§ What you will do
In the listing below, the lines starting with the line with "context.lineJoin = 'round';" and going on through the line with "context.save();" are to be reproduced exactly, and only those.
[Opening Extracted information section]
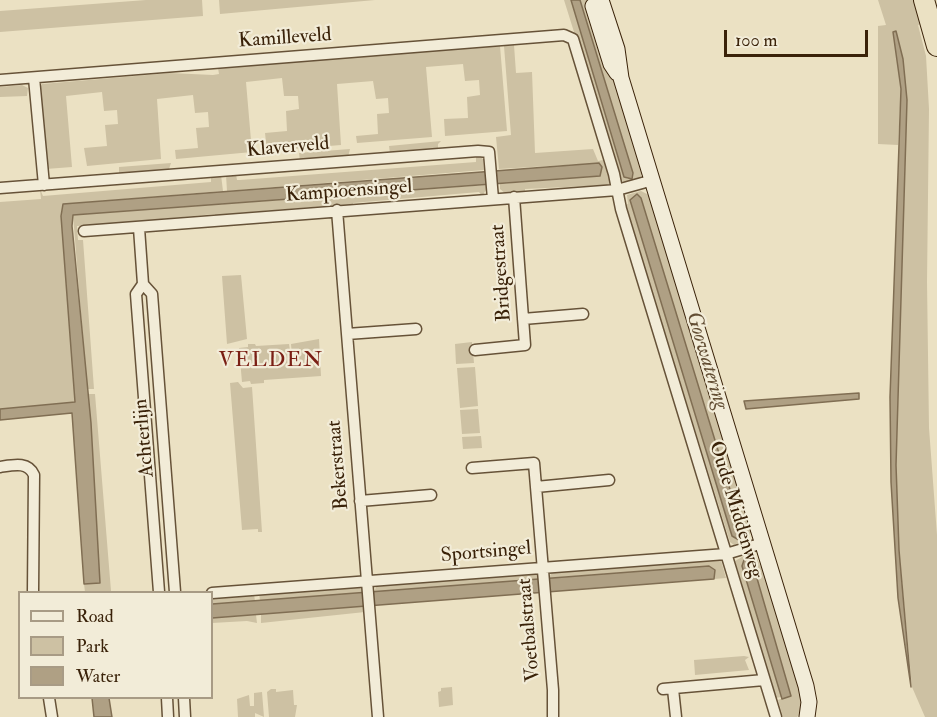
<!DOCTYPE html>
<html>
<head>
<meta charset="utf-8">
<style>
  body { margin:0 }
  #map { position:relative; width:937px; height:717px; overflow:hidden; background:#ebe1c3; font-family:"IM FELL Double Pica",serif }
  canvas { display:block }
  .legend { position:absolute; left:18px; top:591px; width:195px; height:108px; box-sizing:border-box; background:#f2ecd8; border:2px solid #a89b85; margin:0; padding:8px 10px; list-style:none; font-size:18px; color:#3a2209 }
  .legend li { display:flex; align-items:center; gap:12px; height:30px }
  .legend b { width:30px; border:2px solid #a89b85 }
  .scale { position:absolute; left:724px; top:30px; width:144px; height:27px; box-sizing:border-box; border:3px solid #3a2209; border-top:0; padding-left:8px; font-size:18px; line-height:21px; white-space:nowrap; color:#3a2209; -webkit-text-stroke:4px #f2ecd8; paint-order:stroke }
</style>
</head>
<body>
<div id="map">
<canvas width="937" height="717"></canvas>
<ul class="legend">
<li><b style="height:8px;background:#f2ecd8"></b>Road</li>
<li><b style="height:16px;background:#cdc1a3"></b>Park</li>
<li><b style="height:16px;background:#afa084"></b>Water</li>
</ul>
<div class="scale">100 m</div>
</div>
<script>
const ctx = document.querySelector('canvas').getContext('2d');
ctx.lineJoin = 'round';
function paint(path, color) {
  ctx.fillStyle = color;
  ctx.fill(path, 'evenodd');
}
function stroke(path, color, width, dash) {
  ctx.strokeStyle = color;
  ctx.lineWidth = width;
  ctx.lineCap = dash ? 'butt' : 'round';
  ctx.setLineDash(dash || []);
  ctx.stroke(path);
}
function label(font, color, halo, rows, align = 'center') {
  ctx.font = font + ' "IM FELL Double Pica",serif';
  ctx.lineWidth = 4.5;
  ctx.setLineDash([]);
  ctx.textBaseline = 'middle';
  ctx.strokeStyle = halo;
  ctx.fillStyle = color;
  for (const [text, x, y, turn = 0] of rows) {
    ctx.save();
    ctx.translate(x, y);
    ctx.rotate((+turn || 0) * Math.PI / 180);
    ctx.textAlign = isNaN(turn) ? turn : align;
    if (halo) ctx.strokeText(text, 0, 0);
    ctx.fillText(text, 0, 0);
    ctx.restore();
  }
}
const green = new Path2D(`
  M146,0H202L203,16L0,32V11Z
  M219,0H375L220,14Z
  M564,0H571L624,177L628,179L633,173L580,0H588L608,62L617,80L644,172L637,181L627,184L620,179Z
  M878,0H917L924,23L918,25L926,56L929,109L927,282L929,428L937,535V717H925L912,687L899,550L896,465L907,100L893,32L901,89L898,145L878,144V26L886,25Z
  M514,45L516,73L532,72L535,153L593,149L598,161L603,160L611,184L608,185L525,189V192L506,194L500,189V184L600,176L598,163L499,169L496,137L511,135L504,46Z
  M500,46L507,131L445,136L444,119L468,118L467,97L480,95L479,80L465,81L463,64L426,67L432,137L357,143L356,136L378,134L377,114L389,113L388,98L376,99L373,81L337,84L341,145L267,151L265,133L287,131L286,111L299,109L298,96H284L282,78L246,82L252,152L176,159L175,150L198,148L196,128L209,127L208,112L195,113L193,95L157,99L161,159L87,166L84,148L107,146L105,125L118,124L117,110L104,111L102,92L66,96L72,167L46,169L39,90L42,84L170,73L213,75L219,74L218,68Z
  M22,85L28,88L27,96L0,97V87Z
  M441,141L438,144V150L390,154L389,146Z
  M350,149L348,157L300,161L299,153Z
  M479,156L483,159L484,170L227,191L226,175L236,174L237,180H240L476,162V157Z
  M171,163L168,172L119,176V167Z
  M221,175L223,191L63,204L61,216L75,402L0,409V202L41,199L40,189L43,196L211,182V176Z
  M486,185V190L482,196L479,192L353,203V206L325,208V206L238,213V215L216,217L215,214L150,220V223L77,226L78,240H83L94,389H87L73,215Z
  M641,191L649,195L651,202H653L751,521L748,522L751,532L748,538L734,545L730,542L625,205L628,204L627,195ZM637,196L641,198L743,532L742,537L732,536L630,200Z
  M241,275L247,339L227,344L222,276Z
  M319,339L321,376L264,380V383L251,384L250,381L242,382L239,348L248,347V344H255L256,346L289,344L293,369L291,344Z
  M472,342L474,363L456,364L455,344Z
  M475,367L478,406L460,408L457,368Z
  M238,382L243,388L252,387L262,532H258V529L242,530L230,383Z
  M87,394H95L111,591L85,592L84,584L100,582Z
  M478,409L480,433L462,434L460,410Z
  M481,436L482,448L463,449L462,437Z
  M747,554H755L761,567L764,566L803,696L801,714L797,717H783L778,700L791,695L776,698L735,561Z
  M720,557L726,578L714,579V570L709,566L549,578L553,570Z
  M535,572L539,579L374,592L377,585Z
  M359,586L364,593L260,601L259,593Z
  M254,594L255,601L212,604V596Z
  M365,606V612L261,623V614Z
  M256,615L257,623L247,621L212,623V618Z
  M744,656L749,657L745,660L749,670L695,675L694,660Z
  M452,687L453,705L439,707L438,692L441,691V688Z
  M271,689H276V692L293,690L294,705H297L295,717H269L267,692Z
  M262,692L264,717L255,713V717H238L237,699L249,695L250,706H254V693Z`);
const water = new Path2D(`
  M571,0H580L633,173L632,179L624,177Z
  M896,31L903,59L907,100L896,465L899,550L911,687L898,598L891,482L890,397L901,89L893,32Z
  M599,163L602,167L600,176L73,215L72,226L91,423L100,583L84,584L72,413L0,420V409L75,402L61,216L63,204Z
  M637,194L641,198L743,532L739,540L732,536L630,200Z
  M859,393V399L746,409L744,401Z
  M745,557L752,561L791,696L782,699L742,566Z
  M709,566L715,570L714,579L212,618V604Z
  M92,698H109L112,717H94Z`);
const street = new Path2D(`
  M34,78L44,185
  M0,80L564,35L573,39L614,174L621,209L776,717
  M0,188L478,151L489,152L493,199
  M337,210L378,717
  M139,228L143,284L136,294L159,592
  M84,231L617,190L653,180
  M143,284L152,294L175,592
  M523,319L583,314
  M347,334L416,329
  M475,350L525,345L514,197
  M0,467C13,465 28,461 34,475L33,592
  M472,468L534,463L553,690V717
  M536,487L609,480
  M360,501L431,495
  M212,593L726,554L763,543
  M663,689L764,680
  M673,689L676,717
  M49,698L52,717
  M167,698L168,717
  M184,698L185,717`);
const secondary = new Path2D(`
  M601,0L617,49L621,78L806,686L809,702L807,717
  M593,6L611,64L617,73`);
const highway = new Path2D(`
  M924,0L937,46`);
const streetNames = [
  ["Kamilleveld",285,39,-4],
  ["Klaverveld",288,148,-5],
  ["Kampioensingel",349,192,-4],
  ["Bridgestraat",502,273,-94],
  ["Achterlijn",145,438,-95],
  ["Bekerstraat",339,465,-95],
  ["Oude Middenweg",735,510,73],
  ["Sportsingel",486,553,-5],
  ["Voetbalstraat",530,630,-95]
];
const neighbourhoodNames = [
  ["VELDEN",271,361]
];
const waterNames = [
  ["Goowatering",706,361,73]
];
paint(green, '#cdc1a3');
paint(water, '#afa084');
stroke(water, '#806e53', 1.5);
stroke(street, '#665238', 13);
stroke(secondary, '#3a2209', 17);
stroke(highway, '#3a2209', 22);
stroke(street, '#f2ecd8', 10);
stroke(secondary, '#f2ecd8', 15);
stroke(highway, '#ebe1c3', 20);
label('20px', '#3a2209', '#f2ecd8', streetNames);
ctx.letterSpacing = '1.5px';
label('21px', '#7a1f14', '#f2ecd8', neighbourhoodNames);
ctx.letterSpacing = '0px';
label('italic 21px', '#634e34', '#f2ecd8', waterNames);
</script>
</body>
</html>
[Closing Extracted information section]
[Opening Extracted information section]
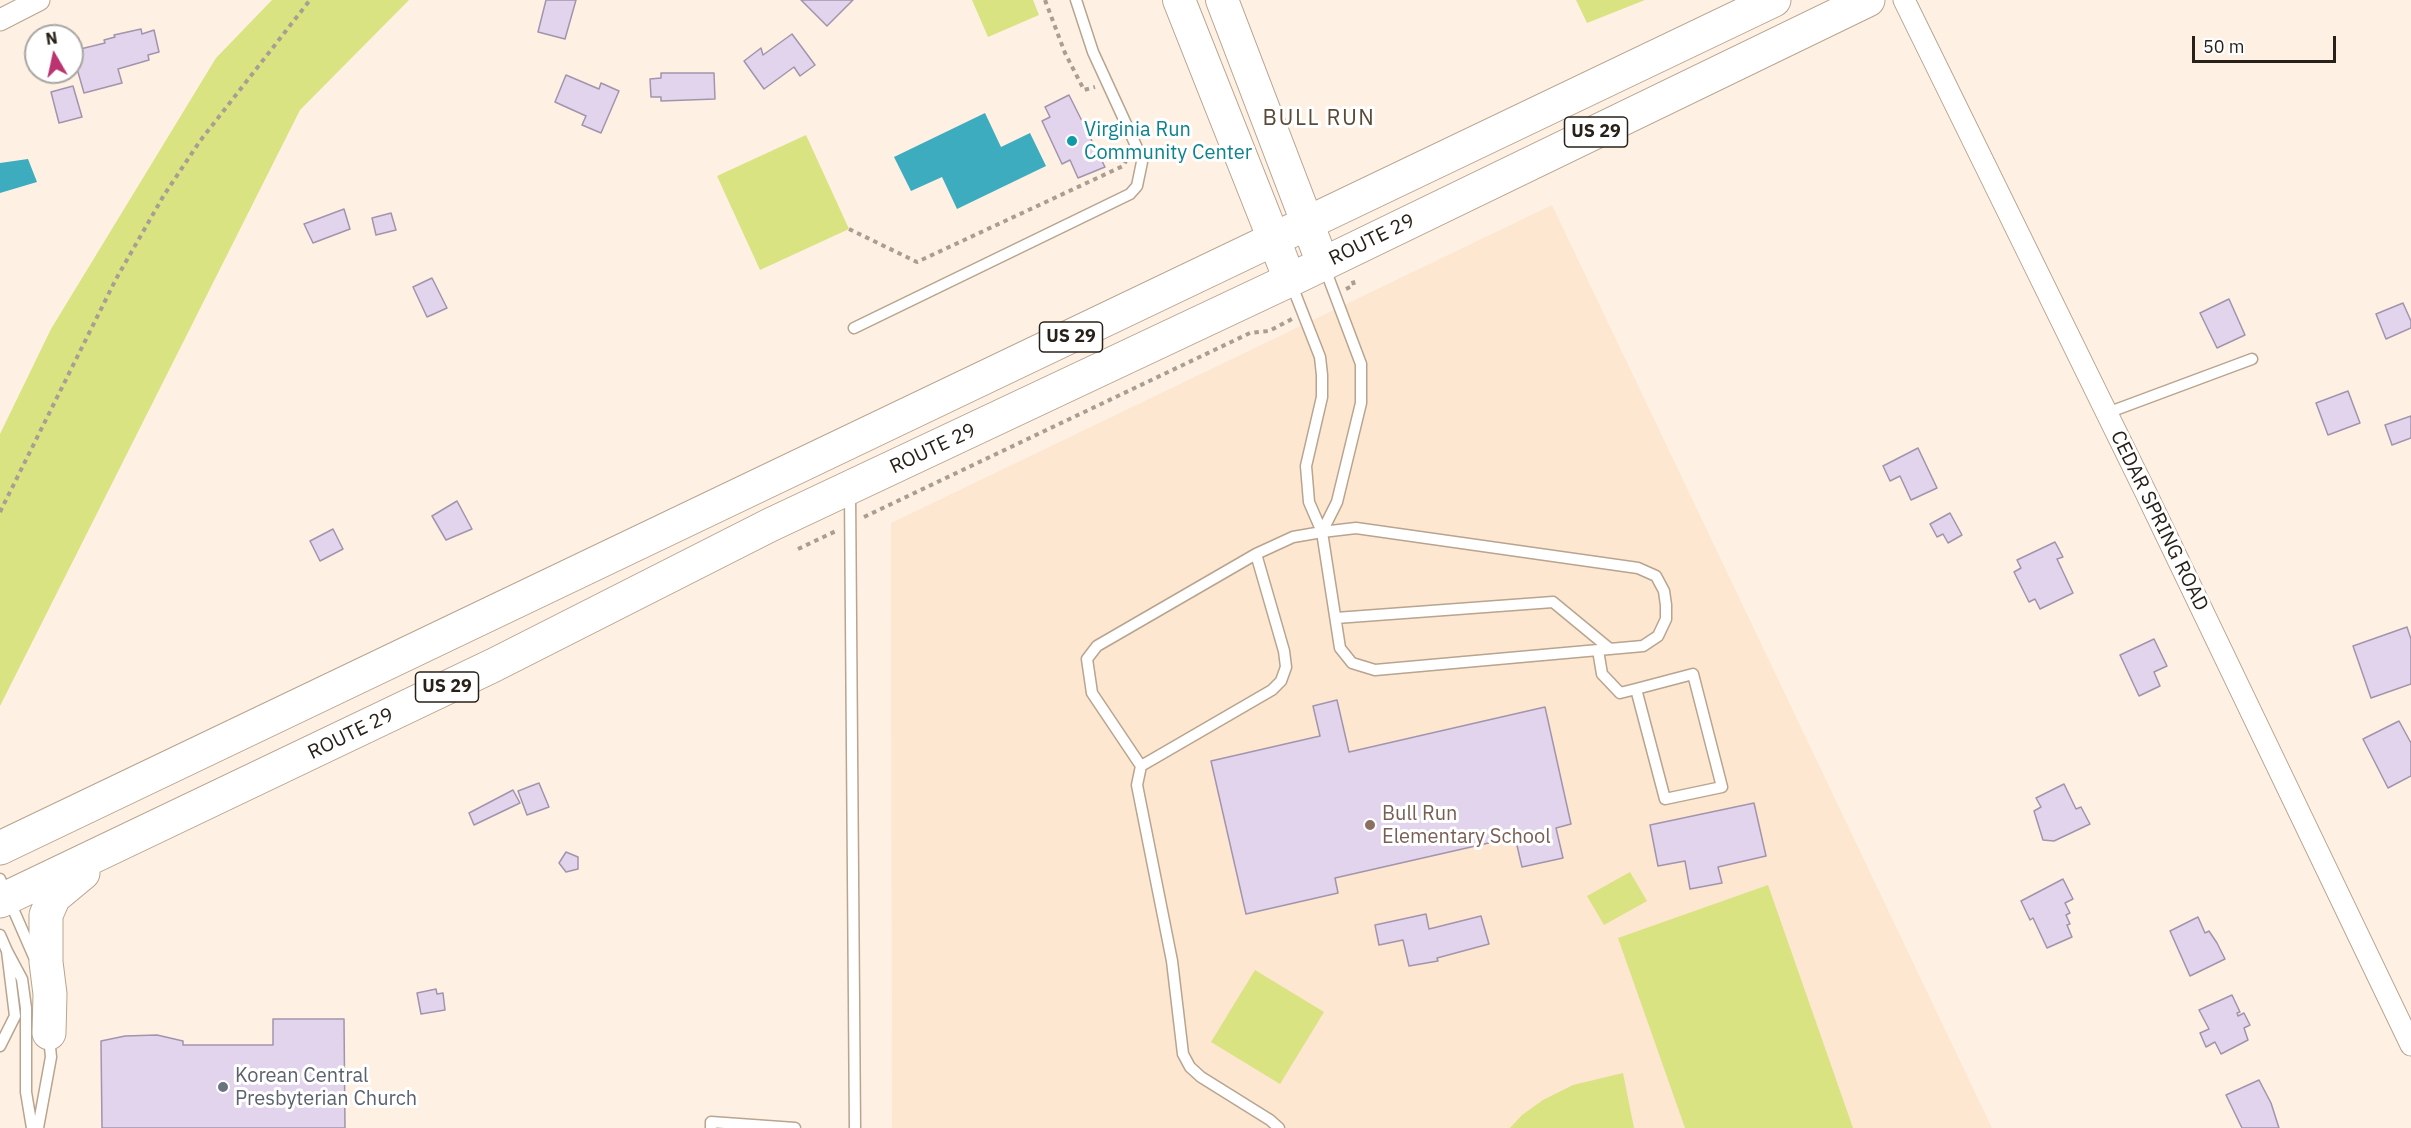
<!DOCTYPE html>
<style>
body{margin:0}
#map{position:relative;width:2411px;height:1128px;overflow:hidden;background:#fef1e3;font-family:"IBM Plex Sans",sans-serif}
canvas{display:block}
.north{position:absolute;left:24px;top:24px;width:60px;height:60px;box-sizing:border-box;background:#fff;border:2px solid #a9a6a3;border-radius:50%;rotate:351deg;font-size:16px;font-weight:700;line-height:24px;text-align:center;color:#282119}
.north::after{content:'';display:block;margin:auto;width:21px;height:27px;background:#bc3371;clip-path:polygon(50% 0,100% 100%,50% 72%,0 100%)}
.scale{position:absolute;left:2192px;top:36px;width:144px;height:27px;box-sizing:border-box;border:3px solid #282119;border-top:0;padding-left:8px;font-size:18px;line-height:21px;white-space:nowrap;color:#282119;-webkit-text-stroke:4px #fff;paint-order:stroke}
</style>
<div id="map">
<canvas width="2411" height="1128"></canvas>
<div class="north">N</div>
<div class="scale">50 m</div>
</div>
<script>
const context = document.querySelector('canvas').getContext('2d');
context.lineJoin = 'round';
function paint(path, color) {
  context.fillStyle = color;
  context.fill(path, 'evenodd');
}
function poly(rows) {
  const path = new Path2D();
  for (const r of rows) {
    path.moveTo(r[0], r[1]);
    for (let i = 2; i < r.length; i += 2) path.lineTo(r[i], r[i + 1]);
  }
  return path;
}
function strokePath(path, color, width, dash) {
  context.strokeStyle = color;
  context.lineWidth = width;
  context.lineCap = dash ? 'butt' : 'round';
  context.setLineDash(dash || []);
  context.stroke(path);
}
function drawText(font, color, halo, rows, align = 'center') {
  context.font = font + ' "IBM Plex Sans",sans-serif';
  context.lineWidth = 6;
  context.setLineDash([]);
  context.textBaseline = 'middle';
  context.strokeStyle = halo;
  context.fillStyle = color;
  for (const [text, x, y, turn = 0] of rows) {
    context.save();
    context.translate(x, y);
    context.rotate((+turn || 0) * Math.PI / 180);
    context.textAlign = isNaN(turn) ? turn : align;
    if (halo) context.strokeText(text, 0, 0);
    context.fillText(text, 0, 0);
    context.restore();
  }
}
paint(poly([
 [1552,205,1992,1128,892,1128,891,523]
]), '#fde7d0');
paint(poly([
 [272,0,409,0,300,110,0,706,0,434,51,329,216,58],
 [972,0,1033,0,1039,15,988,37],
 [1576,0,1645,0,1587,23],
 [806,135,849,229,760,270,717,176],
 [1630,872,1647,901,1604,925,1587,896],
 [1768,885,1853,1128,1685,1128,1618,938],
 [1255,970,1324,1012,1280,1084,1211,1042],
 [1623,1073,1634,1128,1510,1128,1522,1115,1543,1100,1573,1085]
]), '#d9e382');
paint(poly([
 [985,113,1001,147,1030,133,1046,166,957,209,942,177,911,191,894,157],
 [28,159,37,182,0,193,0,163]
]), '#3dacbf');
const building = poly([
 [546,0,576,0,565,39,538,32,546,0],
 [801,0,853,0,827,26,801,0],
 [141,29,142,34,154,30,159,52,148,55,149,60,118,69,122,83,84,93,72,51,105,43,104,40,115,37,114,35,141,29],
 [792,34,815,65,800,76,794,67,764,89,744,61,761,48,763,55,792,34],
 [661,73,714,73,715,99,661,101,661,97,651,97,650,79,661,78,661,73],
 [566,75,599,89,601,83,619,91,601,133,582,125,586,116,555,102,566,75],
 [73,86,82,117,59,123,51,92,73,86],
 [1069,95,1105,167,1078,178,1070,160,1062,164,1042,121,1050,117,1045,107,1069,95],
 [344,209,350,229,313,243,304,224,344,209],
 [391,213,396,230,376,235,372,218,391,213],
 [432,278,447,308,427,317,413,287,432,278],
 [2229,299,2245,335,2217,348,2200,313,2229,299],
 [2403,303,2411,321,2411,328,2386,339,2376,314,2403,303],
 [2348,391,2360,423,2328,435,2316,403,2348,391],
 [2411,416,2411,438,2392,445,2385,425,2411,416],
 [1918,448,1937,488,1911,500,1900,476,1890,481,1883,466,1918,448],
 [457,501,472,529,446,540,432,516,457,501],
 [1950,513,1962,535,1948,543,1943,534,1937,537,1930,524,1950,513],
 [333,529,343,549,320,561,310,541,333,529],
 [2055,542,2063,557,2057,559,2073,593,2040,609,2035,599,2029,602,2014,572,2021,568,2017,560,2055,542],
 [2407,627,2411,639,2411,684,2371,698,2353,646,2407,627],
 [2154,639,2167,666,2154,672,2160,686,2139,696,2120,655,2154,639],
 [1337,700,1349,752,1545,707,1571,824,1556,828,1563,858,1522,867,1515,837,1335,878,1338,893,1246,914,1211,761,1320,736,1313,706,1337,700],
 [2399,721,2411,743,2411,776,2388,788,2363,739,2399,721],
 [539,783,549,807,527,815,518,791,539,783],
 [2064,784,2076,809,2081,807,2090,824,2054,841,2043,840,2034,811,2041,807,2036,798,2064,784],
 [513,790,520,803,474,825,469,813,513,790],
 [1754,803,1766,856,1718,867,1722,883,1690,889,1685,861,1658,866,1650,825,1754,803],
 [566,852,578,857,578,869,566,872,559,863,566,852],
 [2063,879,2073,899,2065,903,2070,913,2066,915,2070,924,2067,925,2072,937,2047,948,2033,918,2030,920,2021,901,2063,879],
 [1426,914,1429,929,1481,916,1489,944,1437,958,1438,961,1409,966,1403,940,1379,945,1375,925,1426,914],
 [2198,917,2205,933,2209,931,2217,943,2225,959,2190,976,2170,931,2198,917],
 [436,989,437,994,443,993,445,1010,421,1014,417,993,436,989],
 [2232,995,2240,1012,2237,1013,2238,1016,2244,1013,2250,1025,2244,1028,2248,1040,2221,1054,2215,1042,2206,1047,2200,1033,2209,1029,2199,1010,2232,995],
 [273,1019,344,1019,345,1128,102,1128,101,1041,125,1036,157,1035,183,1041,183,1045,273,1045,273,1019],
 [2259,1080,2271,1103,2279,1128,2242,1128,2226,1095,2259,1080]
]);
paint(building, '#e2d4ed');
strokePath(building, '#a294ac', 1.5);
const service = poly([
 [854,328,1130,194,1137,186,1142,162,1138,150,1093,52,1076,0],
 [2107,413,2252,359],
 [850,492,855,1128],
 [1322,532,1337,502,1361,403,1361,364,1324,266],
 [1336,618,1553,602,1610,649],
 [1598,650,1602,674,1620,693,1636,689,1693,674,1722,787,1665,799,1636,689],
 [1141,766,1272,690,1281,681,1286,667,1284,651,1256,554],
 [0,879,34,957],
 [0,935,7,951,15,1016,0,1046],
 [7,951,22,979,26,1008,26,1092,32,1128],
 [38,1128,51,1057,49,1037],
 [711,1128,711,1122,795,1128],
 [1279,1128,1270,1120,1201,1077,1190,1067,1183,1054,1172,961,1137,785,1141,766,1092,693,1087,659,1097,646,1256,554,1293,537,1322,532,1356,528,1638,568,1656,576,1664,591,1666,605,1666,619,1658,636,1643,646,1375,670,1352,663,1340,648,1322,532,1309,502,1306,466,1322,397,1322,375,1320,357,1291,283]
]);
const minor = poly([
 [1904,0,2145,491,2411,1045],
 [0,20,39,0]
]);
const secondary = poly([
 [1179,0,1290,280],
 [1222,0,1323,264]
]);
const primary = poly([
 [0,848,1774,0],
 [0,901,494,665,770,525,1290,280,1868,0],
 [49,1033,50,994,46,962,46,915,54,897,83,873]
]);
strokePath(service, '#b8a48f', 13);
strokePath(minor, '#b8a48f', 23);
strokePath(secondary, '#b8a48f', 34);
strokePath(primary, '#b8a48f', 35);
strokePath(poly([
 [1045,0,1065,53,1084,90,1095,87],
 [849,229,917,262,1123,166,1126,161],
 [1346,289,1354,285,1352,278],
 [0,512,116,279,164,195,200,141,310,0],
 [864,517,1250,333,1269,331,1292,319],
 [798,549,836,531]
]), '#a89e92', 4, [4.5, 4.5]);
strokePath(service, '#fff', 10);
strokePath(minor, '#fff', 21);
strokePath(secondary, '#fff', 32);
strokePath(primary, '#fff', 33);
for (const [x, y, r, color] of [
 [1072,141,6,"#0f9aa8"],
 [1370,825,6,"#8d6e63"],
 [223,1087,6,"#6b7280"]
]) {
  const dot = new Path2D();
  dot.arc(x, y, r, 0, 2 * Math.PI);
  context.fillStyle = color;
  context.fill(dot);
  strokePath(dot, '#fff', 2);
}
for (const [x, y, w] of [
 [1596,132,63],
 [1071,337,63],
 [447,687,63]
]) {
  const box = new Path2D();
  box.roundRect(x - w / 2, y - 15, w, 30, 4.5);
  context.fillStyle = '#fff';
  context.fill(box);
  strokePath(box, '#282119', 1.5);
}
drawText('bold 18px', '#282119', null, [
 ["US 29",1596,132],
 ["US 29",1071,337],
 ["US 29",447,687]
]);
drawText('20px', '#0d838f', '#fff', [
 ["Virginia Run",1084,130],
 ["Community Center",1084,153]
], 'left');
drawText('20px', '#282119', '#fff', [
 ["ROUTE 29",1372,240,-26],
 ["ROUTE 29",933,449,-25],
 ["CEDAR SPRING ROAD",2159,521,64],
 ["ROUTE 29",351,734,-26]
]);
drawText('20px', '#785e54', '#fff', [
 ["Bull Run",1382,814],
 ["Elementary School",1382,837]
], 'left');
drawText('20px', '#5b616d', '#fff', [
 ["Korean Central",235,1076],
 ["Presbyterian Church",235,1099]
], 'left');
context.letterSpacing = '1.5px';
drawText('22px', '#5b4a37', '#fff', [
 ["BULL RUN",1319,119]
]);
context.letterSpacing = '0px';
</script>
[Closing Extracted information section]
§ Problem solution
context.lineJoin = 'round';
function paint(path, color) {
  context.fillStyle = color;
  context.fill(path, 'evenodd');
}
function poly(rows) {
  const path = new Path2D();
  for (const r of rows) {
    path.moveTo(r[0], r[1]);
    for (let i = 2; i < r.length; i += 2) path.lineTo(r[i], r[i + 1]);
  }
  return path;
}
function strokePath(path, color, width, dash) {
  context.strokeStyle = color;
  context.lineWidth = width;
  context.lineCap = dash ? 'butt' : 'round';
  context.setLineDash(dash || []);
  context.stroke(path);
}
function drawText(font, color, halo, rows, align = 'center') {
  context.font = font + ' "IBM Plex Sans",sans-serif';
  context.lineWidth = 6;
  context.setLineDash([]);
  context.textBaseline = 'middle';
  context.strokeStyle = halo;
  context.fillStyle = color;
  for (const [text, x, y, turn = 0] of rows) {
    context.save();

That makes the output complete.